- _Task directions_
Would you please copy each line of the data in which the string "absolute" occurs?

- _Records provided_
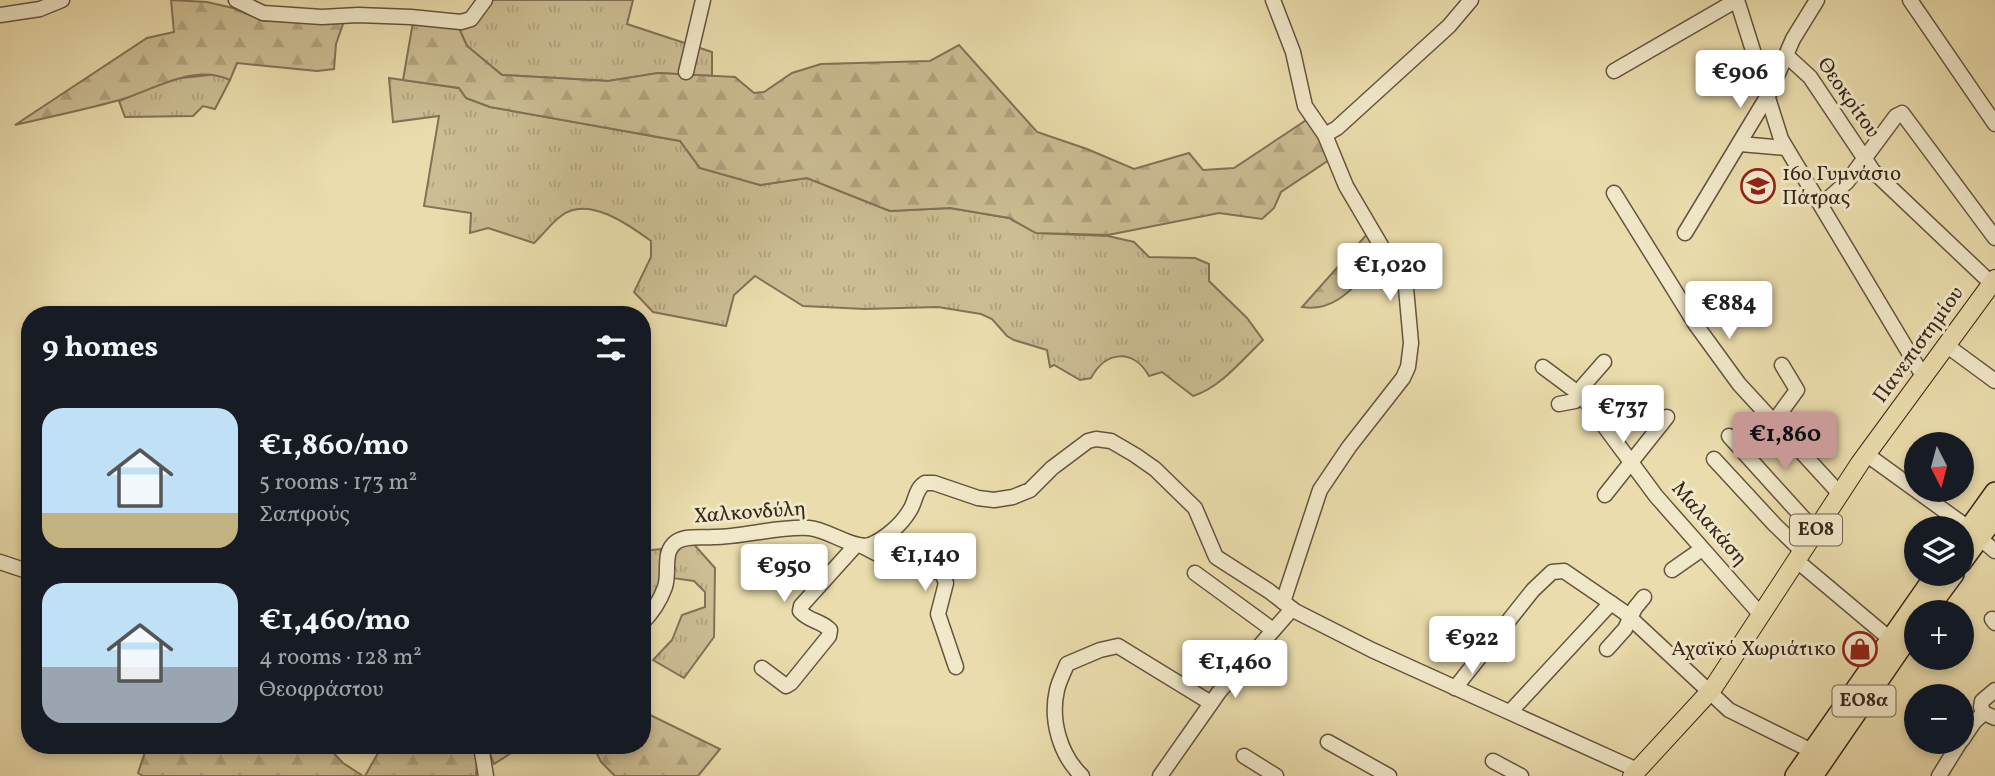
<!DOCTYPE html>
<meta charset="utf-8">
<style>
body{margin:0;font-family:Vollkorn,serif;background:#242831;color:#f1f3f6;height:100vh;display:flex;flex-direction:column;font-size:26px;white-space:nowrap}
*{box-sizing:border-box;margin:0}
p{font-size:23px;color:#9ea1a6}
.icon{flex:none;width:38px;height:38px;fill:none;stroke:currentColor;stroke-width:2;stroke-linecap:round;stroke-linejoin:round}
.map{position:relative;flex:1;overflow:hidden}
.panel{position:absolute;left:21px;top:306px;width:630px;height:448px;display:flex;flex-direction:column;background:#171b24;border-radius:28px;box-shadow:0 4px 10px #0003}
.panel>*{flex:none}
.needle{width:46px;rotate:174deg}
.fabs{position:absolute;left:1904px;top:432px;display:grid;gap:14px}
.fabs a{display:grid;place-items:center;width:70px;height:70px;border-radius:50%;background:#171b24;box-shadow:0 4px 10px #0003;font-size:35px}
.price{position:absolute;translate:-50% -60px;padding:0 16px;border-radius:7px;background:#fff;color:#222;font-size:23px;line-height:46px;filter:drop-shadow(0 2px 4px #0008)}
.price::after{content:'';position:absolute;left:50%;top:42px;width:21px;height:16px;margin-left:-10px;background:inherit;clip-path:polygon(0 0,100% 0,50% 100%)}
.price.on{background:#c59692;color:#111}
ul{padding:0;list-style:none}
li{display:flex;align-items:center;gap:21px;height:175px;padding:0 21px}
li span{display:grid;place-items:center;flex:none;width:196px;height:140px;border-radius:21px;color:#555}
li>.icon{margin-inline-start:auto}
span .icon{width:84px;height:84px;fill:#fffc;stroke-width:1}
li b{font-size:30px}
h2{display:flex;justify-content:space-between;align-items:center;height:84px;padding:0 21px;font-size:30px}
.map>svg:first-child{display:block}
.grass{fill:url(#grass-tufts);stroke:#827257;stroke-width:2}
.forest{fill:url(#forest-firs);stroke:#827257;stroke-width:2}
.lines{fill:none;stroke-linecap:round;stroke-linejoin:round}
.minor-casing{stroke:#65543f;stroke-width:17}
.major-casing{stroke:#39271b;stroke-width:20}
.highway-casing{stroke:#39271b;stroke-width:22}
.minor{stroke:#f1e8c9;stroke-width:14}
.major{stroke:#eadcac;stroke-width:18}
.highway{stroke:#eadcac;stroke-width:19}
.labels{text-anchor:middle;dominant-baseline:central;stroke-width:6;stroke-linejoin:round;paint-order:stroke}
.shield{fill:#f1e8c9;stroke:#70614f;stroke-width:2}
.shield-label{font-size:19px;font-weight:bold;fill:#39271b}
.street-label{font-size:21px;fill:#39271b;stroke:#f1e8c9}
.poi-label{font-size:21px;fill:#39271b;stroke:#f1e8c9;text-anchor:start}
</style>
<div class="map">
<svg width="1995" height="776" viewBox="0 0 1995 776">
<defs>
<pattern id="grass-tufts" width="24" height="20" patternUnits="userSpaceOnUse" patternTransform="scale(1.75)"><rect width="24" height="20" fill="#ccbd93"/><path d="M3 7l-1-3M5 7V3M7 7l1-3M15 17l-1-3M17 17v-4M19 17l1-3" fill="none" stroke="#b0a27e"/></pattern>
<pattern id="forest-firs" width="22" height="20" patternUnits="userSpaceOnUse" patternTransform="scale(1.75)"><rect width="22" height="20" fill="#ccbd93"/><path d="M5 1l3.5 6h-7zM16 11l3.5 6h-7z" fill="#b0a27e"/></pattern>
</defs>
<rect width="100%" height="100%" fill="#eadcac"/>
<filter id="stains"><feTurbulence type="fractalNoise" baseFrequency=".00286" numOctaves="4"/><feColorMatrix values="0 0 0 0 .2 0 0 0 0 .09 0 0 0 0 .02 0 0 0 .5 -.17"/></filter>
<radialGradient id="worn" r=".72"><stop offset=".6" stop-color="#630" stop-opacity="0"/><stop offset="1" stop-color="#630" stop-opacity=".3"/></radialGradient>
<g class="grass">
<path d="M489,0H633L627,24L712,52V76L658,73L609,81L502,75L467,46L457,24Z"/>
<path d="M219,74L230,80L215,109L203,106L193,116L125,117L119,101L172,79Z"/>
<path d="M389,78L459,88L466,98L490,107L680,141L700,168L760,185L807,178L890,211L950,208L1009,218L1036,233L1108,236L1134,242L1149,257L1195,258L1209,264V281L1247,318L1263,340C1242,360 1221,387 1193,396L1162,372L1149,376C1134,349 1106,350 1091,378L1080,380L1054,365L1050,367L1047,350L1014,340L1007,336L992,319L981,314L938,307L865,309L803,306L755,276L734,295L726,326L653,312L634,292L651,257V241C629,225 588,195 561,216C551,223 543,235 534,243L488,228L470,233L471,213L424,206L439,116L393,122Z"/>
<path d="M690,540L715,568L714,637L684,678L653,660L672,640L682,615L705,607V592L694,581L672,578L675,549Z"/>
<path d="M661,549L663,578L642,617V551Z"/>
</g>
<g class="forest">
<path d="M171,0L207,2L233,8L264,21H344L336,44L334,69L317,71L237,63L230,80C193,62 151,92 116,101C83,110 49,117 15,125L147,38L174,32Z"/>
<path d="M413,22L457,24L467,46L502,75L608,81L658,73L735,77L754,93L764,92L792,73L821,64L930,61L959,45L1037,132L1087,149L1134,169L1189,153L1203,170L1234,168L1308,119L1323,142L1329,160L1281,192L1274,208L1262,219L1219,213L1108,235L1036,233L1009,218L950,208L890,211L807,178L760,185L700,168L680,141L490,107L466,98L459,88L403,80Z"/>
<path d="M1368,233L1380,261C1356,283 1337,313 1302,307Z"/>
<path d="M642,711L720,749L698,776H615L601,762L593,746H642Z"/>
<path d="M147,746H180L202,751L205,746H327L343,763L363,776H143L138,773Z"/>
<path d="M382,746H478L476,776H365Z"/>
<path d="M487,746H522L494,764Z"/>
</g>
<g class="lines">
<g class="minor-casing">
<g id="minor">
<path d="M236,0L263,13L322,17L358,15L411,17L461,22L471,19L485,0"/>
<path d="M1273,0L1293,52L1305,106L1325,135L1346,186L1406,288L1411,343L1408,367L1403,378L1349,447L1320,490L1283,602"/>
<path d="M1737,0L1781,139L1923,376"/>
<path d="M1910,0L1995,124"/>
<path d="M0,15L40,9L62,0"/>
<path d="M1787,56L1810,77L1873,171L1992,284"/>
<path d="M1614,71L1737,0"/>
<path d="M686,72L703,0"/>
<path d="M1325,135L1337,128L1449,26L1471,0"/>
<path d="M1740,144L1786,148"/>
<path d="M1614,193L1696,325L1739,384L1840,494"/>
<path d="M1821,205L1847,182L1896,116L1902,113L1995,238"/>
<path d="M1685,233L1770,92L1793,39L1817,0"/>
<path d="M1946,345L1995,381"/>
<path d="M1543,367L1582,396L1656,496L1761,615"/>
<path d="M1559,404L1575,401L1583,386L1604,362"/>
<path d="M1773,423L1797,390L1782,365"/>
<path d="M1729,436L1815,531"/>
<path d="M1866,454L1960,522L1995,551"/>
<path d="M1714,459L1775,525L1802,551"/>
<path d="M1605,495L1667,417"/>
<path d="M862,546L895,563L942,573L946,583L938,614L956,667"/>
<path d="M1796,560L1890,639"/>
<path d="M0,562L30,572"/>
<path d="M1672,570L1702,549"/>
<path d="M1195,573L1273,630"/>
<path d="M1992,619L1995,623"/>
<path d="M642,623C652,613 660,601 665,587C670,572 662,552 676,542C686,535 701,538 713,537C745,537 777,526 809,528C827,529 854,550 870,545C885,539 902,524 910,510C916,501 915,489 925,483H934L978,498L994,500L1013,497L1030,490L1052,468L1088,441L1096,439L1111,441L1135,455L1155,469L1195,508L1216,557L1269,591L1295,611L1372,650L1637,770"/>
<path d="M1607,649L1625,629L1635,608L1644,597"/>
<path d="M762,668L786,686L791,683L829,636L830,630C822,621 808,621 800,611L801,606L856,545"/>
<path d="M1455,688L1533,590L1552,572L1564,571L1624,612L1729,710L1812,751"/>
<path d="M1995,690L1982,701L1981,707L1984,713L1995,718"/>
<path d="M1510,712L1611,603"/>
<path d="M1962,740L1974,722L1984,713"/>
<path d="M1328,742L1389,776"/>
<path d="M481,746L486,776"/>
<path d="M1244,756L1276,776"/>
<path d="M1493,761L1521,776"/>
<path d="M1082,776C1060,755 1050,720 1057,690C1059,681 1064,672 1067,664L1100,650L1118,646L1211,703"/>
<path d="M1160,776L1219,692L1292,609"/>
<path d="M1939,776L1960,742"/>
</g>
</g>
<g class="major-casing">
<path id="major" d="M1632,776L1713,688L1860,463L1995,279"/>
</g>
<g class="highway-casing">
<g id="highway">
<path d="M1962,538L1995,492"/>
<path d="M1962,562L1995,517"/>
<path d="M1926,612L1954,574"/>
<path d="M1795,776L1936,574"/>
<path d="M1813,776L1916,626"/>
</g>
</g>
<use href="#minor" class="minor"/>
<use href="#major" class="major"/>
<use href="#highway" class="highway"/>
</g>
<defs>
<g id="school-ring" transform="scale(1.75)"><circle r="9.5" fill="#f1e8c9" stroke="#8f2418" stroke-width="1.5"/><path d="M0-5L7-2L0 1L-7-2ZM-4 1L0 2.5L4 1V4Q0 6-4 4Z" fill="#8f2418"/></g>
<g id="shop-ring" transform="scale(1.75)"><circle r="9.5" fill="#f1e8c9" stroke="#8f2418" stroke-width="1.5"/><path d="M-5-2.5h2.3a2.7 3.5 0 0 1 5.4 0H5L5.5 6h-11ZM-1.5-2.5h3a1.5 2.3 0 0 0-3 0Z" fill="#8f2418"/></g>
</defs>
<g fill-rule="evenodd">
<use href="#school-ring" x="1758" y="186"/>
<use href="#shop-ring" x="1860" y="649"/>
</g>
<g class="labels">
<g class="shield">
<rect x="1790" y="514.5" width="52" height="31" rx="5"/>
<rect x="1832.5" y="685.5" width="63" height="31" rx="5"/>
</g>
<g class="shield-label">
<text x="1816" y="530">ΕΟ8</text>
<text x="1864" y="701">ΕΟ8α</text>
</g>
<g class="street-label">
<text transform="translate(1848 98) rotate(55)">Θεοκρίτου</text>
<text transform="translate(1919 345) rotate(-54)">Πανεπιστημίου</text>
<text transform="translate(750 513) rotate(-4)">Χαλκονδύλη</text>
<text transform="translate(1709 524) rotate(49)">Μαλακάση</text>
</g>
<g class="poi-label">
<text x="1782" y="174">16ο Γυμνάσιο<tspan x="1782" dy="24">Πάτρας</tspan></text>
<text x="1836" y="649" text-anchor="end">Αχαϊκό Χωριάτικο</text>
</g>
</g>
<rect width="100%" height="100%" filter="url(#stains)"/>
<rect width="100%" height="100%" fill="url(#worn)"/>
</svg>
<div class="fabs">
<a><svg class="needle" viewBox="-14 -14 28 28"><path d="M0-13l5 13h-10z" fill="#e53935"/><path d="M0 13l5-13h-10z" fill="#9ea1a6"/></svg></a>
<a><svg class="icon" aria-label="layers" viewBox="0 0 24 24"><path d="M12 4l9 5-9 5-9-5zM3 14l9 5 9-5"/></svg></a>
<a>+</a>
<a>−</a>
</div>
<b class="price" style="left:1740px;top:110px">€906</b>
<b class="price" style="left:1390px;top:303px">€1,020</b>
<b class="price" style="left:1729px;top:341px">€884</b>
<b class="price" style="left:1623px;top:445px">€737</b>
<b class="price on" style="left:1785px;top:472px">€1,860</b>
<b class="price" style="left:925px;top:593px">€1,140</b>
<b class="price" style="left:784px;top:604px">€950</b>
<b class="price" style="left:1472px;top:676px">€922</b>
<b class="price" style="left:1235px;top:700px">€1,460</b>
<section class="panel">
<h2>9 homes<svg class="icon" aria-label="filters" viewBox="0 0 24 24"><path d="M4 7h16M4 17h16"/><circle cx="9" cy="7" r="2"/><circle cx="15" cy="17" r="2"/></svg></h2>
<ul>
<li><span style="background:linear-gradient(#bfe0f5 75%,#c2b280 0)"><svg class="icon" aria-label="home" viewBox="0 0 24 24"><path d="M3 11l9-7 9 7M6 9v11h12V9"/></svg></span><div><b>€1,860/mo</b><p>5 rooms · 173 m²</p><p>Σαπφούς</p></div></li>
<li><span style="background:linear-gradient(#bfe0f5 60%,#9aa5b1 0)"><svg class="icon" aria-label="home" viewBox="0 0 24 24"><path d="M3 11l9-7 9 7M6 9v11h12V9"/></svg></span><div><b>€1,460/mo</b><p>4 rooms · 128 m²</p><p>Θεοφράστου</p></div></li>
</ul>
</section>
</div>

- _Completed task_
.panel{position:absolute;left:21px;top:306px;width:630px;height:448px;display:flex;flex-direction:column;background:#171b24;border-radius:28px;box-shadow:0 4px 10px #0003}
.fabs{position:absolute;left:1904px;top:432px;display:grid;gap:14px}
.price{position:absolute;translate:-50% -60px;padding:0 16px;border-radius:7px;background:#fff;color:#222;font-size:23px;line-height:46px;filter:drop-shadow(0 2px 4px #0008)}
.price::after{content:'';position:absolute;left:50%;top:42px;width:21px;height:16px;margin-left:-10px;background:inherit;clip-path:polygon(0 0,100% 0,50% 100%)}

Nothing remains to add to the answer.